The coolest -- and most problematic -- option is what ZTE calls Extend mode. Through some clever software trickery, the Axon M treats the two displays as one big one, and the effect is generally impressive. When the phone's screens are side by side, you'll get a perfectly square 6.2-inch screen that handily blurs the line between phone and tablet. The only downside: a noticeable gap separates the screens. It's a constant reminder that major tech companies still haven't mastered the kind of foldable smartphones we're excited about. ZTE worked with software developers to optimize some apps for this larger canvas, but to get the most use out of it, you'll need to toggle a setting that forces all apps to stretch across those screens. To ZTE's credit, I haven't run into any showstopping issues, but you should expect a few hiccups. The most glaring occurs when scrolling through content that spreads across both screens.
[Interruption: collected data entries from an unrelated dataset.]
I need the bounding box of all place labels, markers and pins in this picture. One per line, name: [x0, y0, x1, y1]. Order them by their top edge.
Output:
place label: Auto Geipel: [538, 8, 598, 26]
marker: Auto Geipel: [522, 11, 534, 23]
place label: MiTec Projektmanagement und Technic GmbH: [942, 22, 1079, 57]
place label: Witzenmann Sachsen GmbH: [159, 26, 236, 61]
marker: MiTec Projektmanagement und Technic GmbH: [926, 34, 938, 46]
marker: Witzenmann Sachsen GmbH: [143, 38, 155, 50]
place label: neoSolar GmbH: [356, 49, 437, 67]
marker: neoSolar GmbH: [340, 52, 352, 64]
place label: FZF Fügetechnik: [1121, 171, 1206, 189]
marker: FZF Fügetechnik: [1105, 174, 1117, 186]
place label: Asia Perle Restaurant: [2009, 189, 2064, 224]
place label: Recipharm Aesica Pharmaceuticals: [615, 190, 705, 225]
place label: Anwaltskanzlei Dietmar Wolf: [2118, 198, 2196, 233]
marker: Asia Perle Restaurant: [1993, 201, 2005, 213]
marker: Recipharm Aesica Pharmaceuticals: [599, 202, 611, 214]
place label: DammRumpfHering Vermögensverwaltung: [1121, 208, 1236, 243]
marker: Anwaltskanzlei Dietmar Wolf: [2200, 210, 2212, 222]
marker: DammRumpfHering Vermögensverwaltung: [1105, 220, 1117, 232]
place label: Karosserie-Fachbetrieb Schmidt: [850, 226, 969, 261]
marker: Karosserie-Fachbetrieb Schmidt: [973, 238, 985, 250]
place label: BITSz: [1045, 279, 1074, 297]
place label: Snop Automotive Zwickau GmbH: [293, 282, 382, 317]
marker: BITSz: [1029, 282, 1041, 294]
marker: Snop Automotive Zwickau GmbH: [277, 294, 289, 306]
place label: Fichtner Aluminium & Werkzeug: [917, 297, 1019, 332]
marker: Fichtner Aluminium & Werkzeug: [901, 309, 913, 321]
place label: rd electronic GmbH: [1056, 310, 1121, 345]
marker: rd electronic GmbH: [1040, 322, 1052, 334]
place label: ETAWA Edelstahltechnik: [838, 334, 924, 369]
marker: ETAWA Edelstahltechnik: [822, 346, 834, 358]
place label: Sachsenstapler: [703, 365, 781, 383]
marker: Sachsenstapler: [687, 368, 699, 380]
The secondary display sometimes lags behind the main one, so it's not uncommon to see one half of, say, a news article moving faster than the other.

The irony here is that even though the Axon M has two screens, videos that stretch across them don't appear much bigger than they would on a single phablet screen. Let's say you're watching an episode of Stranger Things. With the Axon M set to extended mode, the size of the video spread across both panels is roughly equivalent to watching the same episode on an iPhone 8 Plus. "Roughly equivalent" is pretty generous too: The sizes of the video windows are close to equal, but you'll never unsee the gap that separates the Axon's two screens. In fairness, neither ZTE nor AT&T have claimed this mode is a particularly great way to watch video, though it's a little odd that the phone has a "TV mode" that launches a predefined video app with a long-press of the camera key.

The awkward way the Axon M handles video is proof that two screens aren't necessarily better than one. Still, that's not to say the Extended mode is useless. I stopped carrying my Kindle around because I could just flip open the Axon M, fire up the app and thumb through a novel on the subway. The combined size of the two screens eclipsed my Kindle Voyage, and thanks to apps like InPen's Reading Mode, the Axon M doubles as an e-reader without much hassle. In fact, this is probably what I used the Axon M for the most.

That said, the idea of shelling out more than $700 to make reading slightly more pleasant is a silly one. I'm wading into iffy legal territory here, but the most fun I had with the Axon M came when I used it to play backed-up Nintendo DS games. (A note to our lawyers and Nintendo's: I own physical copies of all the games whose ROMs I loaded onto the Axon M.) In those moments, when I could lose myself in a game I'd beaten countless times before, the Axon felt like something special. Then I'd exit the game and find myself left with this ambitious but flawed machine.

By now, it should be clear that you don't need this phone. There is, however, something to be said for chutzpah. In building the Axon M, ZTE has displayed a kind of disregard for the smartphone status quo that is both interesting and genuinely refreshing. This might be a concept we've seen before, but there can be no progress without experimentation. If nothing else, this attempt at a dual-screen phone is much more well-rounded than the first. Ultimately, though, the Axon M feels like just that: an experiment, albeit one that's as promising as it is frustrating. I'm glad it exists, just not enough to go out and buy one myself.